> **What you will do**: Every line below between the one holding "content:''; position:absolute; top:21px;" and the one holding "margin:0; padding:0; list-style:none", inclusive, should be copied exactly, and no other line.

> **Supplied data**:

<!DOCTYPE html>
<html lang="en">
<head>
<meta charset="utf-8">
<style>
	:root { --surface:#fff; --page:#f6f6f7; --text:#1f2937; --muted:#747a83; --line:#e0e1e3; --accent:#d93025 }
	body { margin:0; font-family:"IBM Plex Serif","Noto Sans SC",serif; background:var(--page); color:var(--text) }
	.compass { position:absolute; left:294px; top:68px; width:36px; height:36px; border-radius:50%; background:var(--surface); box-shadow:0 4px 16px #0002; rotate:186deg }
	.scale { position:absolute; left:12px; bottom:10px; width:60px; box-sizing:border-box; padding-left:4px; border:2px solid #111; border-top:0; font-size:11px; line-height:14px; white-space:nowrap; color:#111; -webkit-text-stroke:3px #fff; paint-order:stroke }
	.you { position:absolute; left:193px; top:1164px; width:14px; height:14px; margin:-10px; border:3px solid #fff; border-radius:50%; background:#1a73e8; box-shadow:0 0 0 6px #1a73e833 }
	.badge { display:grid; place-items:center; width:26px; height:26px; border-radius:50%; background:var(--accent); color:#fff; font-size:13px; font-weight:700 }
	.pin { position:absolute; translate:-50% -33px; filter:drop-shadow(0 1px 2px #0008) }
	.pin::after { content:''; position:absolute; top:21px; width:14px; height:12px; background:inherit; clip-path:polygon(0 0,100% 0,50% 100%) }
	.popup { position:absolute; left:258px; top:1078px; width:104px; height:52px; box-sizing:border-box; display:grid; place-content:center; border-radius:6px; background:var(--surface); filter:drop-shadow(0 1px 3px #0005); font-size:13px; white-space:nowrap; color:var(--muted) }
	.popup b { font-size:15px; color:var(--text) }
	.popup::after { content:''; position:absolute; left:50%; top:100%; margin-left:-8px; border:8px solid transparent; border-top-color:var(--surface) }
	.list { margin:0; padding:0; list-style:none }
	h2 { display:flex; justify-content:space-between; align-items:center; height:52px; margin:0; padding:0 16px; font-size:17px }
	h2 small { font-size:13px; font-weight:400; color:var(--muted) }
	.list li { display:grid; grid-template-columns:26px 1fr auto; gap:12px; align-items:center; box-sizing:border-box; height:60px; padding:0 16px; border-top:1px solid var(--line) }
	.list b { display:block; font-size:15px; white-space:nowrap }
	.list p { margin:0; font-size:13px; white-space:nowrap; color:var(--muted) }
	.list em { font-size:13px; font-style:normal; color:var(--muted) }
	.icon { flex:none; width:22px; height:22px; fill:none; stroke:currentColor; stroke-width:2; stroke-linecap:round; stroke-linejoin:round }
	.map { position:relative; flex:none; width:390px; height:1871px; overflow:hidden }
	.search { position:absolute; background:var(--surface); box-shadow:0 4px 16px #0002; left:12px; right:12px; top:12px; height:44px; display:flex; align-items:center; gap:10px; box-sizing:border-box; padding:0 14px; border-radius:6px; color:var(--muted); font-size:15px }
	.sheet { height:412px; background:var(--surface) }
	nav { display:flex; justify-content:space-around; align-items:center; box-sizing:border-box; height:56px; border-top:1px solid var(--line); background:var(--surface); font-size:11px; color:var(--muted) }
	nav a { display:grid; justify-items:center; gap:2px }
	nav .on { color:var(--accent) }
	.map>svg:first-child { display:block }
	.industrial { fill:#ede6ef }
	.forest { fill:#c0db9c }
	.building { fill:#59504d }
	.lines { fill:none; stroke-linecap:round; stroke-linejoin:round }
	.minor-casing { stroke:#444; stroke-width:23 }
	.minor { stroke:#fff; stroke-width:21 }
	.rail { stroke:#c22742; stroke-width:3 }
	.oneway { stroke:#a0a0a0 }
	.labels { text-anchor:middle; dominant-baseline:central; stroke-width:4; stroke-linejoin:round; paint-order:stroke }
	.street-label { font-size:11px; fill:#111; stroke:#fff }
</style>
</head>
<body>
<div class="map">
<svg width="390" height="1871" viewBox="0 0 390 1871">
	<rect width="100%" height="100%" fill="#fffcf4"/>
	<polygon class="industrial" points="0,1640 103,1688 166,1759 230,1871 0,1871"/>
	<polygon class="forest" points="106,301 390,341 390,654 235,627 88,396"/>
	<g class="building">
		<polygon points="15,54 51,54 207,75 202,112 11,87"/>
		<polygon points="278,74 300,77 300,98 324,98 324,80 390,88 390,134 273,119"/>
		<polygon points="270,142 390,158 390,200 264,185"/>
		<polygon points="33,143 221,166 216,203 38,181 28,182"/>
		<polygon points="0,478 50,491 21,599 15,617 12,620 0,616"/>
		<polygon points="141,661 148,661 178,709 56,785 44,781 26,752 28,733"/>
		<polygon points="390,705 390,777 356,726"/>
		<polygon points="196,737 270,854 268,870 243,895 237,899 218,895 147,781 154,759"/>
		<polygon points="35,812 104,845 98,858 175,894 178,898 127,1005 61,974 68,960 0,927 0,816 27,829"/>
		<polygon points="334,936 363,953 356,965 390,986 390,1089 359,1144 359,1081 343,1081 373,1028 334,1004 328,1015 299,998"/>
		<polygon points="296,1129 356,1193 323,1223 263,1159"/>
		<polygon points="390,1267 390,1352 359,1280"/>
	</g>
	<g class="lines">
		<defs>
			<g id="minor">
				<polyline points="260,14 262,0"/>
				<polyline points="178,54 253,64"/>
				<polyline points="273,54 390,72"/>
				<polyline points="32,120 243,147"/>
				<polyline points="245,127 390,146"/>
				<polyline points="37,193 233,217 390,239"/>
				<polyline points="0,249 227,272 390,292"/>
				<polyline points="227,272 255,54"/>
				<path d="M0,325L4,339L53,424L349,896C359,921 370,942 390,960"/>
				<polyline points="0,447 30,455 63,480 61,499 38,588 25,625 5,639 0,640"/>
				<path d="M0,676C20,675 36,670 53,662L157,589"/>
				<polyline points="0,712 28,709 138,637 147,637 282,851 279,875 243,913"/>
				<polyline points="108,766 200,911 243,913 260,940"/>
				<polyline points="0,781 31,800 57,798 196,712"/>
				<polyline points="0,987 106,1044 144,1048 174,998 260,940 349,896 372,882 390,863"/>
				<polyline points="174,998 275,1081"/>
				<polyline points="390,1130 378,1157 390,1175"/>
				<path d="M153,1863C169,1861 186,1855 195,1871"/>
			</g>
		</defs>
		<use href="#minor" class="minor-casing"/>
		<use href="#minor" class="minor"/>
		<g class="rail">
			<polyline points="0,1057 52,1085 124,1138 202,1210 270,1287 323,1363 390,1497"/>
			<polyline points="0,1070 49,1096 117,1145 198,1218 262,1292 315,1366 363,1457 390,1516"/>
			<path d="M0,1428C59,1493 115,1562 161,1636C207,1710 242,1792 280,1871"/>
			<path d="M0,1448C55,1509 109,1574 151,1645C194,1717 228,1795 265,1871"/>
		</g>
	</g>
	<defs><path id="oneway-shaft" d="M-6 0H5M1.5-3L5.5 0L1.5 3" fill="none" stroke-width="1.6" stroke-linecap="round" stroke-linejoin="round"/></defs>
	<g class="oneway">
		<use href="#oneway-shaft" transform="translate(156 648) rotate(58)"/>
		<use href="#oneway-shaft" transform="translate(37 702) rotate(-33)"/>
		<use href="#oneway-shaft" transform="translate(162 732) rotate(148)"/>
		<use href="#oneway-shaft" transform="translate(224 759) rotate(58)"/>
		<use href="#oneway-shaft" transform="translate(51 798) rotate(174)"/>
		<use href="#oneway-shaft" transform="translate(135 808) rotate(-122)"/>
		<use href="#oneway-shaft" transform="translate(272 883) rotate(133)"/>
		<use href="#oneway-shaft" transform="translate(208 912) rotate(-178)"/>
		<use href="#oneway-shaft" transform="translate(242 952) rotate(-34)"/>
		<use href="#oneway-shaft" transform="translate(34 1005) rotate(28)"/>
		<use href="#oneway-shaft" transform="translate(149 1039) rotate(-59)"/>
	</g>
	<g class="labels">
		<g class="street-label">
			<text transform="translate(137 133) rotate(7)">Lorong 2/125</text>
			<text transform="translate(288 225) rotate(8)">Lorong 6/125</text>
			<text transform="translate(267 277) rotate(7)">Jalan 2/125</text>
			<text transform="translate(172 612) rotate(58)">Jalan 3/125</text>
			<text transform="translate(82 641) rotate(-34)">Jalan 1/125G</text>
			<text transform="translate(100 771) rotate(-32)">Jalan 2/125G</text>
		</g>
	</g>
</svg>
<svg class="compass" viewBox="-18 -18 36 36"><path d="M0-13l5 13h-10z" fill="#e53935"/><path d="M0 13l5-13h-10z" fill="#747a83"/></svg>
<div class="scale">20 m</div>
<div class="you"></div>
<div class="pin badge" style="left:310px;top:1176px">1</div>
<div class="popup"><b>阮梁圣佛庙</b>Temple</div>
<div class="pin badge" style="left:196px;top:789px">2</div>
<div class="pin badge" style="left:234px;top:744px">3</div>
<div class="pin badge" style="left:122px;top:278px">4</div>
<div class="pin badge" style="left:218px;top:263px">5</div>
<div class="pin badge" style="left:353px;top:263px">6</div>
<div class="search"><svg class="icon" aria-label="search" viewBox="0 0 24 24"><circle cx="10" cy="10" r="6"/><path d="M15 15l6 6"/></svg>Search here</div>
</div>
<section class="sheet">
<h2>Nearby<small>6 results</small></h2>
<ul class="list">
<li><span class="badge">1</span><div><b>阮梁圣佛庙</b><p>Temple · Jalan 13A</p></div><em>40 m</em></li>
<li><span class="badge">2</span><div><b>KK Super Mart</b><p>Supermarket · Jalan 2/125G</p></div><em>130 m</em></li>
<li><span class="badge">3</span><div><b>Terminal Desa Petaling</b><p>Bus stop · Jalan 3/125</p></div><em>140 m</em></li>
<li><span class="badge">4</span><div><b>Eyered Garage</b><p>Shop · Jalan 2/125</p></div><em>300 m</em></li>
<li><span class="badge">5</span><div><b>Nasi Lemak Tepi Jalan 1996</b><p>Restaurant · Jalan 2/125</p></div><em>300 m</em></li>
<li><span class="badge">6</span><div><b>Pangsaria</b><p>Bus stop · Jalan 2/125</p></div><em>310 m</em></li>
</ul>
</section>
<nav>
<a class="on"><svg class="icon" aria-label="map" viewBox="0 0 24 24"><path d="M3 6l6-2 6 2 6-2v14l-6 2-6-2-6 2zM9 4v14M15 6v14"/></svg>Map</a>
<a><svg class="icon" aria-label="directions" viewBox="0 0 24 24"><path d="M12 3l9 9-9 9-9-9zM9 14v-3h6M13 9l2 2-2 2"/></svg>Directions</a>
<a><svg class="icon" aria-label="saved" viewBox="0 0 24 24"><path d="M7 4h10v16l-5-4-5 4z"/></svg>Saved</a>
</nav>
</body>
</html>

> **Solution**:
	.pin::after { content:''; position:absolute; top:21px; width:14px; height:12px; background:inherit; clip-path:polygon(0 0,100% 0,50% 100%) }
	.popup { position:absolute; left:258px; top:1078px; width:104px; height:52px; box-sizing:border-box; display:grid; place-content:center; border-radius:6px; background:var(--surface); filter:drop-shadow(0 1px 3px #0005); font-size:13px; white-space:nowrap; color:var(--muted) }
	.popup b { font-size:15px; color:var(--text) }
	.popup::after { content:''; position:absolute; left:50%; top:100%; margin-left:-8px; border:8px solid transparent; border-top-color:var(--surface) }
	.list { margin:0; padding:0; list-style:none }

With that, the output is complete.